Activity:
Each line containing the string "canvas" should be copied out of the entries.

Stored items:
++++++++

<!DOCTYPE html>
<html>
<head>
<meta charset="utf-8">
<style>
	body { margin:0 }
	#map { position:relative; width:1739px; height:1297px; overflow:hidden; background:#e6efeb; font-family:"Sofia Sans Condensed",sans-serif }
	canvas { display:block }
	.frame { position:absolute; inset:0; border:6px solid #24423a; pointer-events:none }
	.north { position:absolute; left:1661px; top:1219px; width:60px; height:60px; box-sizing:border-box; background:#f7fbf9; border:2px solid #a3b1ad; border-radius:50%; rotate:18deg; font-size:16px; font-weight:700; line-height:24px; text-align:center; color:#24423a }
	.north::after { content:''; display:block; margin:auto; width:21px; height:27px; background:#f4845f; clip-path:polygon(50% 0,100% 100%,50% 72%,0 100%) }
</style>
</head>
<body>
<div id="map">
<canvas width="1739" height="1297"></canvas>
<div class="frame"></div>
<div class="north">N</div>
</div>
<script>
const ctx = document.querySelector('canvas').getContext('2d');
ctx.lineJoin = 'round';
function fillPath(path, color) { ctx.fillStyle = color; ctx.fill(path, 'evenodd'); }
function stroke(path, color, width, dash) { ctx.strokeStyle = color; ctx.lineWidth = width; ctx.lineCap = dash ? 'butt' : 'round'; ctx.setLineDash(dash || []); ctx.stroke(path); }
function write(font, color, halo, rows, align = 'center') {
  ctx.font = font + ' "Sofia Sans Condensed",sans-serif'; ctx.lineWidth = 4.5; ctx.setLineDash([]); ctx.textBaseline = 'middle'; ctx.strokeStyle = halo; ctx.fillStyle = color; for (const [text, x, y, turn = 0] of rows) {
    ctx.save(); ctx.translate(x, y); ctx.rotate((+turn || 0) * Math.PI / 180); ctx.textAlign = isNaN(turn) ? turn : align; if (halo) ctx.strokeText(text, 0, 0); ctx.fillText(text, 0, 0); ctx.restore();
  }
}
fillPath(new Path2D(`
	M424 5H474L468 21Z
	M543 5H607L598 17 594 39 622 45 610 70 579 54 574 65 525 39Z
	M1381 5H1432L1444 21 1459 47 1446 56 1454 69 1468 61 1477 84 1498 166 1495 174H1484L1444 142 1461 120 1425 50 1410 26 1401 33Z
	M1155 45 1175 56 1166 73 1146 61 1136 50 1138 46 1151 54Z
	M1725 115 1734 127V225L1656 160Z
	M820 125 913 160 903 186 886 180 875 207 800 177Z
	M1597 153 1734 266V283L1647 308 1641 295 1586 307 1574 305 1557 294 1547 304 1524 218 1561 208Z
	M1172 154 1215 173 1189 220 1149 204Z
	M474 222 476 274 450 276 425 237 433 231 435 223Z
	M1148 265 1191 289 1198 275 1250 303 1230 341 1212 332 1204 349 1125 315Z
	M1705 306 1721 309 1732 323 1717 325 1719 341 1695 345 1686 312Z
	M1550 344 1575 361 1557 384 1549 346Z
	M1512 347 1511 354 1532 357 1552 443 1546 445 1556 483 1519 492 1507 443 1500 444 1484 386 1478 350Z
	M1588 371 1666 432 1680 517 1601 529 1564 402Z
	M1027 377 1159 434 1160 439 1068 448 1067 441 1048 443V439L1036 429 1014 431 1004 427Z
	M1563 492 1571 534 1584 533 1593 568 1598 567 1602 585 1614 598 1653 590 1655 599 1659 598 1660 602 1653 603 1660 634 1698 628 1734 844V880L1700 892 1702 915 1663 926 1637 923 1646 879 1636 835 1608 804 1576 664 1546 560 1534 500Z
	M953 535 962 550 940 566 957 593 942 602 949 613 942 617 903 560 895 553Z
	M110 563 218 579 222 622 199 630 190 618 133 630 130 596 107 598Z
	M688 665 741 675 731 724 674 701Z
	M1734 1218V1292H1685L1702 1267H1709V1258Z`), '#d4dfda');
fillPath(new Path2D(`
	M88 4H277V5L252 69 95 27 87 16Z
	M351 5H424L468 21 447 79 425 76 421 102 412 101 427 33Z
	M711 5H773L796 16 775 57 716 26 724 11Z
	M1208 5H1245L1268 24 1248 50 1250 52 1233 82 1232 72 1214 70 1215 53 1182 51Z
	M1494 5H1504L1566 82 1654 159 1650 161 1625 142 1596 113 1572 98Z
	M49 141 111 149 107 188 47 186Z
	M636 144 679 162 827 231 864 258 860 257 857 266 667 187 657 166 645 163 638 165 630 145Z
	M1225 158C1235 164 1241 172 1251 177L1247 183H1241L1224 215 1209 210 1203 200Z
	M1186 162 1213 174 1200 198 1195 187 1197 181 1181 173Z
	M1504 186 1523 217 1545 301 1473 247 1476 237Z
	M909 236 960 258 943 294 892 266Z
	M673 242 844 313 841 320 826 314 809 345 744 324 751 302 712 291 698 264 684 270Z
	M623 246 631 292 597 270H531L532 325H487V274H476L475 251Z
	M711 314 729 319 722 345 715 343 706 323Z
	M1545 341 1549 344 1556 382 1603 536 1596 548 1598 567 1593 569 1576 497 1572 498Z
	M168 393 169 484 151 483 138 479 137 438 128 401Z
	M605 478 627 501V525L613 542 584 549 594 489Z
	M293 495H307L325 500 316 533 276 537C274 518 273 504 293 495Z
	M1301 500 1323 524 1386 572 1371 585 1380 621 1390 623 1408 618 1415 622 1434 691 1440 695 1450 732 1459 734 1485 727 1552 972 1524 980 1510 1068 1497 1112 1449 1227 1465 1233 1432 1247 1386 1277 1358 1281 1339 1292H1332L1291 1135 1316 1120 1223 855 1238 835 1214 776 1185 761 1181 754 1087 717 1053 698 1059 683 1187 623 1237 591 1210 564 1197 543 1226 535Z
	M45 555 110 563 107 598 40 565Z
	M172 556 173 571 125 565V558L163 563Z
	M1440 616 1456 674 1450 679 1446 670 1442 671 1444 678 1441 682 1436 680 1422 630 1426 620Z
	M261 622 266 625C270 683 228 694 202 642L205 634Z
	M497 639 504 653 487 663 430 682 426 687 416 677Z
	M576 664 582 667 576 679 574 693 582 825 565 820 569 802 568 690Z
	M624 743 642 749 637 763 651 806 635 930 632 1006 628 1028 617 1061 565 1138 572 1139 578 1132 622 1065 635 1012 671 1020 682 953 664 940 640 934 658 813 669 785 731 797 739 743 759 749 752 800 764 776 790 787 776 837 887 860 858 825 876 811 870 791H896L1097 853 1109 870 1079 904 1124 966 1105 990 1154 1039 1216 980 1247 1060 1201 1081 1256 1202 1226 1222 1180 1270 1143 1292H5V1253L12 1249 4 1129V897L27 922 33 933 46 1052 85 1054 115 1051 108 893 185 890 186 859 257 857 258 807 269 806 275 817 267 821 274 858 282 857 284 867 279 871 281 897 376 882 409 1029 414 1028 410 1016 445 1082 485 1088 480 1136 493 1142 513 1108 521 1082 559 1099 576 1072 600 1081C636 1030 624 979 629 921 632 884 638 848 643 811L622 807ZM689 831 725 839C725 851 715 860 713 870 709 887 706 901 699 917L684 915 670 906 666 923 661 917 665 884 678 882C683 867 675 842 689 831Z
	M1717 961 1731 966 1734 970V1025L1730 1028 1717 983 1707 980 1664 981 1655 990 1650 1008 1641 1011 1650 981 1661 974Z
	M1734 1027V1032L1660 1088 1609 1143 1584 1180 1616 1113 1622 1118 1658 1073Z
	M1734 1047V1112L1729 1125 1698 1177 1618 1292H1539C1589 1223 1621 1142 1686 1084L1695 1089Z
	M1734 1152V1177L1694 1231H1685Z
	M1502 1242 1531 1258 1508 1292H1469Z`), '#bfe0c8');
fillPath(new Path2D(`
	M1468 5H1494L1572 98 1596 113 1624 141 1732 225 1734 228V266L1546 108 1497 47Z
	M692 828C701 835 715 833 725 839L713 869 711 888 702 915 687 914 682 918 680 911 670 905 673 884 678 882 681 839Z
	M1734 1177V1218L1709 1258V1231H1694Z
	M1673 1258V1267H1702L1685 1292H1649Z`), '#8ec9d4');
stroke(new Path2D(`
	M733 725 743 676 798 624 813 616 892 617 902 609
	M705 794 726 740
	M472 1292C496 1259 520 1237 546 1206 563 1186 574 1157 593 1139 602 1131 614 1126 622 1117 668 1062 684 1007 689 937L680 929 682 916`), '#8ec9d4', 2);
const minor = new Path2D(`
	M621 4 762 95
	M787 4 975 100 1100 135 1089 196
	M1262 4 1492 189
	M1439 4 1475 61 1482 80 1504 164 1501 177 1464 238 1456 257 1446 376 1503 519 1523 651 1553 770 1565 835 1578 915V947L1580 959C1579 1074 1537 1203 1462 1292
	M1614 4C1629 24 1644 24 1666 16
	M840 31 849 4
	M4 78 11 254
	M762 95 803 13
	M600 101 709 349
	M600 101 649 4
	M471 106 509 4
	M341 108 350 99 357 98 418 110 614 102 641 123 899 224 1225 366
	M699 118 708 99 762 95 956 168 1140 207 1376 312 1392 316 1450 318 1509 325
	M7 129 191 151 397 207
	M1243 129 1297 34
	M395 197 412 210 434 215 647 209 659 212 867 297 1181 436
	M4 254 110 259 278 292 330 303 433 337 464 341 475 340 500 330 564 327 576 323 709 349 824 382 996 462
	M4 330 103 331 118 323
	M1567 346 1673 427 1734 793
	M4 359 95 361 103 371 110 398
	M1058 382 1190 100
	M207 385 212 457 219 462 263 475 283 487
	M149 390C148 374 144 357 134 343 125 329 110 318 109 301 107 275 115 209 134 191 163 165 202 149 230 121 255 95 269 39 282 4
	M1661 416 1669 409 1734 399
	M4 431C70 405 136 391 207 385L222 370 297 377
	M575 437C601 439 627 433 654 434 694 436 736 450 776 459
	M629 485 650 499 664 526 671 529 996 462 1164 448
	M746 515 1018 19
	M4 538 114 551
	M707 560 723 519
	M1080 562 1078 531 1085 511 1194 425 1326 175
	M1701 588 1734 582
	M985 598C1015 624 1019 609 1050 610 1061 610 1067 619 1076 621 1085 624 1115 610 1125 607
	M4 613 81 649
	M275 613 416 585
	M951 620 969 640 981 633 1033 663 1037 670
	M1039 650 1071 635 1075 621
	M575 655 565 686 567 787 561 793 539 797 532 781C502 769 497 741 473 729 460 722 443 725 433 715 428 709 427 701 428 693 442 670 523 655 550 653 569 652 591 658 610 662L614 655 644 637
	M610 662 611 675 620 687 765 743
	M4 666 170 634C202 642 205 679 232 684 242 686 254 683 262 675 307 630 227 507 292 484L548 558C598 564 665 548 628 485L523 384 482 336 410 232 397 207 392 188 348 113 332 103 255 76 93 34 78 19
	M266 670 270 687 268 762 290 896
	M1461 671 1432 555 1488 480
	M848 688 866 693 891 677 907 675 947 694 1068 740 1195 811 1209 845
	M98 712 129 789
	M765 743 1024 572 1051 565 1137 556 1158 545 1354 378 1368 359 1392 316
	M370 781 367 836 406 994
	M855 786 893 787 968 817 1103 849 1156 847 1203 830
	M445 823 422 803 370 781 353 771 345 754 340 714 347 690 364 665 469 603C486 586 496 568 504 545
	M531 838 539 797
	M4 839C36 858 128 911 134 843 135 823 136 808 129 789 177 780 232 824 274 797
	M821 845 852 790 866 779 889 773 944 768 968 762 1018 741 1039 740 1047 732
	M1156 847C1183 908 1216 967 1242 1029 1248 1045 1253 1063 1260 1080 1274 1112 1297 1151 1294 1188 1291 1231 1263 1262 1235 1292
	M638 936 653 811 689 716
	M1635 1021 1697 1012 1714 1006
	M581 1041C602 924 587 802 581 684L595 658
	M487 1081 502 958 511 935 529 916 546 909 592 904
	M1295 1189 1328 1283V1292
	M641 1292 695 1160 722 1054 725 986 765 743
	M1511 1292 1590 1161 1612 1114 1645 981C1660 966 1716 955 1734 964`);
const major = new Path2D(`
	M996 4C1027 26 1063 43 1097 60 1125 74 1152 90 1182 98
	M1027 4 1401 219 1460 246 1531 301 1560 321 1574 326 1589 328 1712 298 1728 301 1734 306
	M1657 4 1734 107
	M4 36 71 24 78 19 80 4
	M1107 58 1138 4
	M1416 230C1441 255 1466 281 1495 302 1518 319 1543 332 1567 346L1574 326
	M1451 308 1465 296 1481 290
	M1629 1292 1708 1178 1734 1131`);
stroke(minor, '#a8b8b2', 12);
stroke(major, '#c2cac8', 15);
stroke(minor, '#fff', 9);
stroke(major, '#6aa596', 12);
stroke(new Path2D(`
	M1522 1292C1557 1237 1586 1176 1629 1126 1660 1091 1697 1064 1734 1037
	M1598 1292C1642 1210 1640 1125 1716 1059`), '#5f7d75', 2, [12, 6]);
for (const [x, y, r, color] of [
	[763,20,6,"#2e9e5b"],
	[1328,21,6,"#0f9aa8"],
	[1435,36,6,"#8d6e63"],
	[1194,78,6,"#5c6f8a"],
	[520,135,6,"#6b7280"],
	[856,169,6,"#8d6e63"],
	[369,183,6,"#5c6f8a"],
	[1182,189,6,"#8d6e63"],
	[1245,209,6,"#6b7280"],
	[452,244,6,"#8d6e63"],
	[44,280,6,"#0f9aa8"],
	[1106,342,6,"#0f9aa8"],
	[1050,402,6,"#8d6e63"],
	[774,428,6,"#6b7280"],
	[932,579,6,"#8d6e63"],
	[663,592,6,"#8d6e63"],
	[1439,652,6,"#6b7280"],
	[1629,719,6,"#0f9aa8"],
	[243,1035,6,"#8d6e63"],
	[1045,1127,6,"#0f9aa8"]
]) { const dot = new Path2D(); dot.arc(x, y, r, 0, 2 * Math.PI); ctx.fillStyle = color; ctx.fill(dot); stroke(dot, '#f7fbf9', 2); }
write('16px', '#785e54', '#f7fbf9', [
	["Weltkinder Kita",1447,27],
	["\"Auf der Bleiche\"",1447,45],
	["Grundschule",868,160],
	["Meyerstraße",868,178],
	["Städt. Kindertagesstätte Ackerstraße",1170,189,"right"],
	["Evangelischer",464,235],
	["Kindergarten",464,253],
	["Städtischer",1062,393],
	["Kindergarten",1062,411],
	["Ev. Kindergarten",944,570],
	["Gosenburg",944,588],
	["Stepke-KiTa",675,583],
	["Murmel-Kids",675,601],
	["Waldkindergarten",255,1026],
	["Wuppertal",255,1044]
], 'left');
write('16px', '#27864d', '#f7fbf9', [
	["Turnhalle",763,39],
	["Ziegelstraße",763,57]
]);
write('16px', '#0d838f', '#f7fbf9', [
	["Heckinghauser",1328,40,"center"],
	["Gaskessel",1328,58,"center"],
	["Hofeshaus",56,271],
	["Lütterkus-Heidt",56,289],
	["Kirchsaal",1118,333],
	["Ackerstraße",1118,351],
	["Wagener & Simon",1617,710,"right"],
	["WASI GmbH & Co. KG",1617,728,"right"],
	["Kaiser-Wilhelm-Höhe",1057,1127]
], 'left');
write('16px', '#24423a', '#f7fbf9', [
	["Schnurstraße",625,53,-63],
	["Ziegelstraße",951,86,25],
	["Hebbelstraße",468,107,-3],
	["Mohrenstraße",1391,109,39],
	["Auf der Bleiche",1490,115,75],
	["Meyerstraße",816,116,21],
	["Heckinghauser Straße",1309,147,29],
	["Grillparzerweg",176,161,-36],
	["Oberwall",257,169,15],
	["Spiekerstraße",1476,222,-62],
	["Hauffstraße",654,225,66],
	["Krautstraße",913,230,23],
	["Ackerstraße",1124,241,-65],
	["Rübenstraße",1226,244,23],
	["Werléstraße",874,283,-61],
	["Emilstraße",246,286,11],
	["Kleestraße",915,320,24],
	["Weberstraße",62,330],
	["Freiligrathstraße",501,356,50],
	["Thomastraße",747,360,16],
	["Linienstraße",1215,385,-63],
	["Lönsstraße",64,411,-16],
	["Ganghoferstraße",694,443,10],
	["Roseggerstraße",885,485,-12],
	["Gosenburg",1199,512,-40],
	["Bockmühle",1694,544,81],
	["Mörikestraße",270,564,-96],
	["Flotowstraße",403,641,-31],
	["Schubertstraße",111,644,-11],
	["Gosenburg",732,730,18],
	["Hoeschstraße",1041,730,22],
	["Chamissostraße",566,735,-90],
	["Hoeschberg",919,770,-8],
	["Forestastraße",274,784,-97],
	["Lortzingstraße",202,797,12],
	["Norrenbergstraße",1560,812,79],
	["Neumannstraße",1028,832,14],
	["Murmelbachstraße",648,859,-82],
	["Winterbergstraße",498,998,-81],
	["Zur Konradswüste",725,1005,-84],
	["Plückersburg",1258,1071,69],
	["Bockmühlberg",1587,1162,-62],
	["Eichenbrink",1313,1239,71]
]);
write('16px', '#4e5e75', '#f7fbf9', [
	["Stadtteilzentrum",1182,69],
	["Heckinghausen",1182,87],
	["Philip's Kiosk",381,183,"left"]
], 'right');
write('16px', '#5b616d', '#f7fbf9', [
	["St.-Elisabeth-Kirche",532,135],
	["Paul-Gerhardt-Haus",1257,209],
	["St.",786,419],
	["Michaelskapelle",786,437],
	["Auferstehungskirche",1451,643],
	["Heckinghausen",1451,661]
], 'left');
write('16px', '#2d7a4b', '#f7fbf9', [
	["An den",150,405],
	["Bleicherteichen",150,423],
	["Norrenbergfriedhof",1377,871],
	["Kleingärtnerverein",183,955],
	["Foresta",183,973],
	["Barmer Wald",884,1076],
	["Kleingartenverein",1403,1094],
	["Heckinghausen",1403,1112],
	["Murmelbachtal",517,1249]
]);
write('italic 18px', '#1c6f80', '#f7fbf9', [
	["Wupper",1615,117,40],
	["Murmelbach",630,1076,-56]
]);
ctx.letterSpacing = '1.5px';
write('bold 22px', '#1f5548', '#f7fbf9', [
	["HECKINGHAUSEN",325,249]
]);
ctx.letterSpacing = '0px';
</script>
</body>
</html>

++++++++

Response to this exercise:
	canvas { display:block }
<canvas width="1739" height="1297"></canvas>
const ctx = document.querySelector('canvas').getContext('2d');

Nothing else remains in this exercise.